PROBLEM STATEMENT:
Take each line below that has "content" and copy it.

DATASET ENTRIES:
- - - -

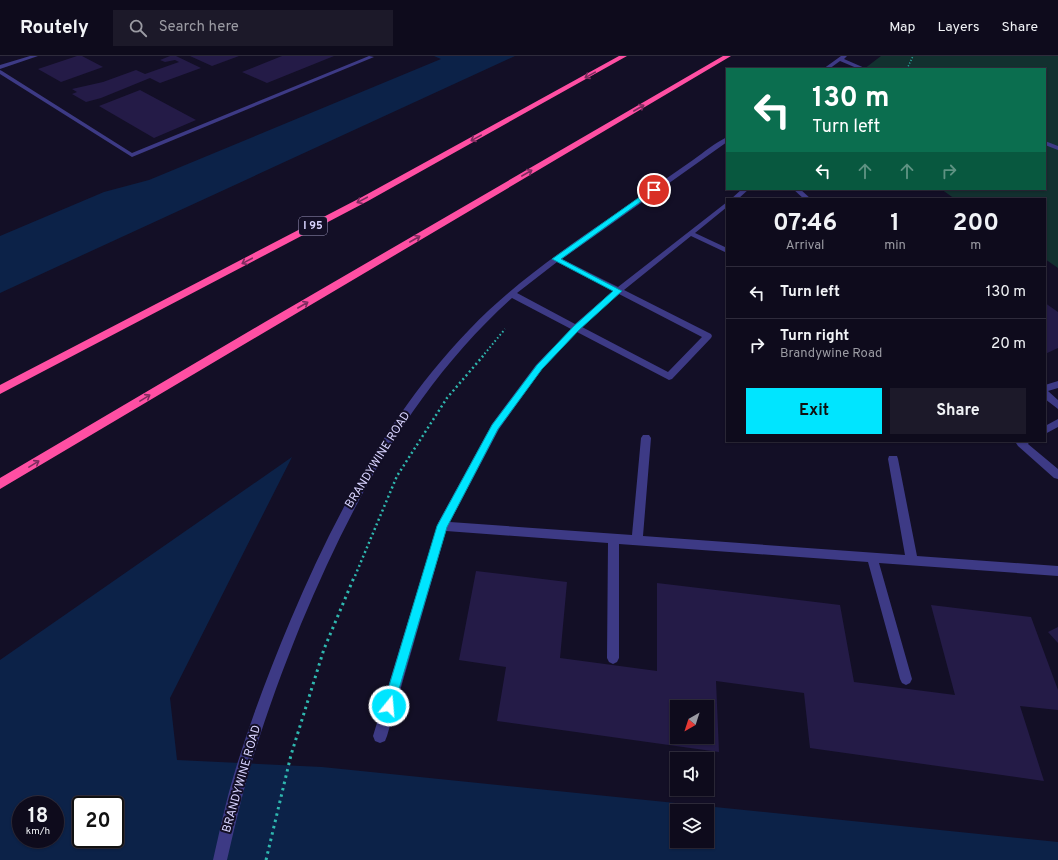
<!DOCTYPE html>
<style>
body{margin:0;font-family:Overpass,sans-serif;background:#1c1929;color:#f1f3f6;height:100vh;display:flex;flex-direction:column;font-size:15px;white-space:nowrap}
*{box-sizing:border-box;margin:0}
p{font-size:13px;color:#9b9ba3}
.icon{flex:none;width:22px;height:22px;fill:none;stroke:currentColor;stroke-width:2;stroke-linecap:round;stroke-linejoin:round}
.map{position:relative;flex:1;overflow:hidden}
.side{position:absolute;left:726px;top:142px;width:320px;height:244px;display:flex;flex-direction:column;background:#0e0b1c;border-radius:0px;box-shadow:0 1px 3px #0004,0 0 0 1px #2e2b3b}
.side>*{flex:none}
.hud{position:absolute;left:726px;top:12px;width:320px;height:122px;border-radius:0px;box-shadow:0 1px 3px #0004,0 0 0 1px #2e2b3b;background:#0b6e4f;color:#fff;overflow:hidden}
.needle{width:26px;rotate:219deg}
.tools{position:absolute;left:670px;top:644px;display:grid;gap:8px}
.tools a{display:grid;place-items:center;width:44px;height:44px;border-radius:0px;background:#0e0b1c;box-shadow:0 1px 3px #0004,0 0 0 1px #2e2b3b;font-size:20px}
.speed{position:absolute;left:12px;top:740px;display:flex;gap:8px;font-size:20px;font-weight:700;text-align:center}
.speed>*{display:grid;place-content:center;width:52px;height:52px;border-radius:50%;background:#0e0b1c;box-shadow:0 1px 3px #0004,0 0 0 1px #2e2b3b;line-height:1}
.speed small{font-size:10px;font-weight:400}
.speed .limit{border:2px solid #111;border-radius:6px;background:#fff;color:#111}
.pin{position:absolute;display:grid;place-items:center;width:34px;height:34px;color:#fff;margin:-17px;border:2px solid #fff;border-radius:50%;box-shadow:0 1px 4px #0007}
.me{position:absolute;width:44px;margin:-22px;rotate:17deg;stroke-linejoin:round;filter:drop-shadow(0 0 3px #0008)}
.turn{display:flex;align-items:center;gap:14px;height:84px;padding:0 20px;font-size:18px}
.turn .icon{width:52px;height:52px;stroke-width:2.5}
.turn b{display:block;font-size:28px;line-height:34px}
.lanes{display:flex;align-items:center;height:38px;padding:0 20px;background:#0003;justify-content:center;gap:20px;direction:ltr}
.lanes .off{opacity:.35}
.eta{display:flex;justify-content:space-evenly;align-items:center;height:68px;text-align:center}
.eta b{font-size:24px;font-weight:700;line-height:28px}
.cta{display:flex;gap:8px;margin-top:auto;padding:8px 20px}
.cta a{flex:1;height:46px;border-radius:0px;background:#00e5ff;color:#111;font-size:16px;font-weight:700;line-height:46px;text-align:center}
.cta a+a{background:#1c1929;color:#f1f3f6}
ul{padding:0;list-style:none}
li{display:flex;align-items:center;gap:12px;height:52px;padding:0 20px;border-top:1px solid #2e2b3b}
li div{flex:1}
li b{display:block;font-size:15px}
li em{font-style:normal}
header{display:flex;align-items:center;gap:24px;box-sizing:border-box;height:56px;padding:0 20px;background:#0e0b1c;border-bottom:1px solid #2e2b3b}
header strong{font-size:19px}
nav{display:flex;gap:22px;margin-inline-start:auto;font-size:14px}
.search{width:280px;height:36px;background:#1c1929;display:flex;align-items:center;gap:10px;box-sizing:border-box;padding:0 14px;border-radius:0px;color:#9b9ba3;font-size:15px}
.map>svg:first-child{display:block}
</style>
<header>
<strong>Routely</strong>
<div class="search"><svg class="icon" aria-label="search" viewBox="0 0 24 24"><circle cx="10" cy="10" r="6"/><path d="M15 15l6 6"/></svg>Search here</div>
<nav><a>Map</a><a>Layers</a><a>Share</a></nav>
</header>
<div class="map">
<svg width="1058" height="804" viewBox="0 0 1058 804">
<rect width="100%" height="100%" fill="#130f26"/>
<path fill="#12302f" d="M 881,0 L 1058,0 L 1058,212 L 1045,203 L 1045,143 L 955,143 L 941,133 L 1045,133 L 1045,13 L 864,13 Z"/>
<path fill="#0c2248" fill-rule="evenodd" d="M 434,0 L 515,0 L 0,237 L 0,180 L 104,136 L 149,124 L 441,3 Z
M 292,401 L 170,642 L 177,704 L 322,711 L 1058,786 L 1058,804 L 0,804 L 0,604 ZM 21,749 L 55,749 L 55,783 L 21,783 ZM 81,749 L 115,749 L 115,783 L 81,783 ZM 677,755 L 707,755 L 707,785 L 677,785 Z"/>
<path fill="#241b47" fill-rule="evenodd" d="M 77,0 L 82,0 L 103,11 L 61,26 L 38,13 Z
M 170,0 L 176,0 L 201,12 L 160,27 L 150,22 L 101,42 L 86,46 L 72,38 L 77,36 L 72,33 L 103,26 L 136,14 L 145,18 L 179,6 L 175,4 L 165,6 L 160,4 Z
M 190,0 L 239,0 L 212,10 Z
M 282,0 L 334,0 L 267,27 L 242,16 Z
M 140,34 L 196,64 L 154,82 L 99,50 Z
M 1045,247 L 1058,256 L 1058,292 L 1045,298 Z
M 476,515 L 567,526 L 560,602 L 657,615 L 657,527 L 840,549 L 854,626 L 955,639 L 931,549 L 1031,561 L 1058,634 L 1058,654 L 1020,650 L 1044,725 L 810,692 L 804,637 L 716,625 L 719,696 L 497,665 L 506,611 L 459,604 ZM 677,651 L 707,651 L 707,681 L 677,681 Z
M 1058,571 L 1058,587 L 1048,576 Z"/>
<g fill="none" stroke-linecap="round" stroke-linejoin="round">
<path stroke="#2fb8b0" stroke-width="1.5" stroke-dasharray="1 2" stroke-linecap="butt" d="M 907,13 L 913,0"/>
<path stroke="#2fb8b0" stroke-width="2" stroke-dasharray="1.5 2.5" stroke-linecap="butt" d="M 482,301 L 505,273"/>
<path stroke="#2fb8b0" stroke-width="2.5" stroke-dasharray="2 3" stroke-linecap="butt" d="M 355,520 L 397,420 L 447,342 L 483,300"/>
<path stroke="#2fb8b0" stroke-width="3" stroke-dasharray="2.5 4" stroke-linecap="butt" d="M 266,804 L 291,699 L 324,593 L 355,519"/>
<path fill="#3d3a85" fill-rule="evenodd" d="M 30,0 L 38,0 L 0,13 L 0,9 Z
M 369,0 L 374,1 L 132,101 L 0,18 L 0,14 L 2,15 L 132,97 Z
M 841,0 L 847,0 L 844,3 L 867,13 L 859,13 L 840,5 L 829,13 L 823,13 Z
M 727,81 L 727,86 L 562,203 L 618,231 L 727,146 L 727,151 L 695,177 L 727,192 L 727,197 L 691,180 L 624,234 L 711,278 L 712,280 L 711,282 L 672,323 L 669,324 L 577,276 L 542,313 L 499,373 L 450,466 L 632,479 L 641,382 L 643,379 L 649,379 L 651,382 L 643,480 L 905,499 L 888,403 L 889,400 L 897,400 L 898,403 L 917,500 L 1058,510 L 1058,520 L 879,507 L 912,623 L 910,627 L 906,629 L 902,627 L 900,623 L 868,506 L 619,488 L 619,602 L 617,606 L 613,608 L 609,606 L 607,602 L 608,487 L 446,475 L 387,680 L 385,685 L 380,687 L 375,685 L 373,680 L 438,467 L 492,368 L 536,309 L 571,273 L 512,242 C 414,330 351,448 301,568 C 280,620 261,672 246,726 C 239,752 233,778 227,804 L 213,804 C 220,774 226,744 235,715 C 251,663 270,613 291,563 C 335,459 390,356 469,274 C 514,227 567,191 621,154 C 645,137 669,121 693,104 C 704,96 715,87 727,81 ZM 557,206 L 613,235 L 575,268 L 517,237 ZM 619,238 L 702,281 L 668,316 L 582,271 Z
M 1045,85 L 1058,90 L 1058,94 L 1045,89 Z
M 742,133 L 749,133 L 738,143 L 731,143 Z
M 793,133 L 800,133 L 811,143 L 804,143 Z
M 1058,325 L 1058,332 L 1048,335 L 1058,344 L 1058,353 L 1045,343 L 1045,329 Z
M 1058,363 L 1058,371 L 1045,378 L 1045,370 Z
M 1017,385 L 1030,385 L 1028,388 L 1058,413 L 1058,423 L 1054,422 L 1018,390 L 1016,387 Z"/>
<path fill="#ff4fa3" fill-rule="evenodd" d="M 619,0 L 627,0 L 368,145 L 0,338 L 0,329 L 362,141 Z
M 723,0 L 731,0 L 0,433 L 0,422 L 265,266 Z"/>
</g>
<defs><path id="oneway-shaft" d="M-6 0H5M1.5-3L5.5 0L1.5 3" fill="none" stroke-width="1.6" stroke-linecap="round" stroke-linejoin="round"/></defs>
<g stroke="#7d2c5e">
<use href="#oneway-shaft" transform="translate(590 19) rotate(151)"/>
<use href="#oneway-shaft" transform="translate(639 52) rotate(-30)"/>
<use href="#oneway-shaft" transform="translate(476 82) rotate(151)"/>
<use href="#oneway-shaft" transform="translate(527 117) rotate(-30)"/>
<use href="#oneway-shaft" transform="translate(362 144) rotate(152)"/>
<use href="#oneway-shaft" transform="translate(415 183) rotate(-30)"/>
<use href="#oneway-shaft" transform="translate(247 205) rotate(152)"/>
<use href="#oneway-shaft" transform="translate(303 249) rotate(-30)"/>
<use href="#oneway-shaft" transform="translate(145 342) rotate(-31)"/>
<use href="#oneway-shaft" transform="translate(34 408) rotate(-31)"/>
</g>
<path fill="#00e5ff" stroke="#0095a6" d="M 651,133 L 657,134 L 561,203 L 622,235 L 579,274 L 542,313 L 498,373 L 447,471 L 394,650 L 393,654 L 389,656 L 384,654 L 383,650 L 437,470 L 492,369 L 537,309 L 574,270 L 613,235 L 552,203 Z"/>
<g text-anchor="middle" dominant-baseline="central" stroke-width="4" stroke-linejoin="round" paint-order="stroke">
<rect fill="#130f26" stroke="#9e99be" stroke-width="1" x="299" y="161" width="28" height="18" rx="3"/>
<g font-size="11" font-weight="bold" fill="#d9d4ff">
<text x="313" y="170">I 95</text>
</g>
<g font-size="12" fill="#d9d4ff" stroke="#130f26">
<text transform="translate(378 404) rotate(-58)">BRANDYWINE ROAD</text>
<text transform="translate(242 723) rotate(-74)">BRANDYWINE ROAD</text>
</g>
</g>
</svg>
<div class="tools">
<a><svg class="needle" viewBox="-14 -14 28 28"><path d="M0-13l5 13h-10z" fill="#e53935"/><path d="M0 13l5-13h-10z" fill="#9b9ba3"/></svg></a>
<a><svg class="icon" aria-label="sound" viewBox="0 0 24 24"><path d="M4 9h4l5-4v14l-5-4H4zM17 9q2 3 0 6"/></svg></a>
<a><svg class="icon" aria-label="layers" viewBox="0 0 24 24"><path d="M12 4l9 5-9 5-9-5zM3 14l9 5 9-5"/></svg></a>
</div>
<div class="speed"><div>18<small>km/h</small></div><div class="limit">20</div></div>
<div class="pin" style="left:654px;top:134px;background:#d93025"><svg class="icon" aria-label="arrive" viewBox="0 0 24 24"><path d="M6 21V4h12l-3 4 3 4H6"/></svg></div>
<svg class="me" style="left:389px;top:650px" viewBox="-20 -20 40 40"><circle r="17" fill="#00e5ff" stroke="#fff" stroke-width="3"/><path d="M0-11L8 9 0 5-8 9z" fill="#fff"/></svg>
<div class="hud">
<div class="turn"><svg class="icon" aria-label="left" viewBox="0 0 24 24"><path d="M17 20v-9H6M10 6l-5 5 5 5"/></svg><div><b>130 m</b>Turn left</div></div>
<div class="lanes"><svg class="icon" aria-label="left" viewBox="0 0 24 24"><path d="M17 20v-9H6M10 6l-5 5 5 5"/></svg><svg class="icon off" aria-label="ahead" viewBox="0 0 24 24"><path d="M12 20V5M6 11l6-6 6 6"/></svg><svg class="icon off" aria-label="ahead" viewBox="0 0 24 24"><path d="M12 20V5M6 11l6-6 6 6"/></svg><svg class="icon off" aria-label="right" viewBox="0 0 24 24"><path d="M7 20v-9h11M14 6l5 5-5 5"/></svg></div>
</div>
<section class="side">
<div class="eta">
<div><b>07:46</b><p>Arrival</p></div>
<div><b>1</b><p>min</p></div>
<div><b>200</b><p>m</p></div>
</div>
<ul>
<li><svg class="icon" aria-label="left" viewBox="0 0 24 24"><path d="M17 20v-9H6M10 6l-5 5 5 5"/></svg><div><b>Turn left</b></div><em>130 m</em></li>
<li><svg class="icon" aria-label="right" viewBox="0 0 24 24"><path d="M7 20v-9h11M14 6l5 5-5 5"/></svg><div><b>Turn right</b><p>Brandywine Road</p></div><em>20 m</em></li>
</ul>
<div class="cta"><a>Exit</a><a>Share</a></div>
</section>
</div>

- - - -

SOLUTION TO THIS PROBLEM:
.speed>*{display:grid;place-content:center;width:52px;height:52px;border-radius:50%;background:#0e0b1c;box-shadow:0 1px 3px #0004,0 0 0 1px #2e2b3b;line-height:1}
.lanes{display:flex;align-items:center;height:38px;padding:0 20px;background:#0003;justify-content:center;gap:20px;direction:ltr}
.eta{display:flex;justify-content:space-evenly;align-items:center;height:68px;text-align:center}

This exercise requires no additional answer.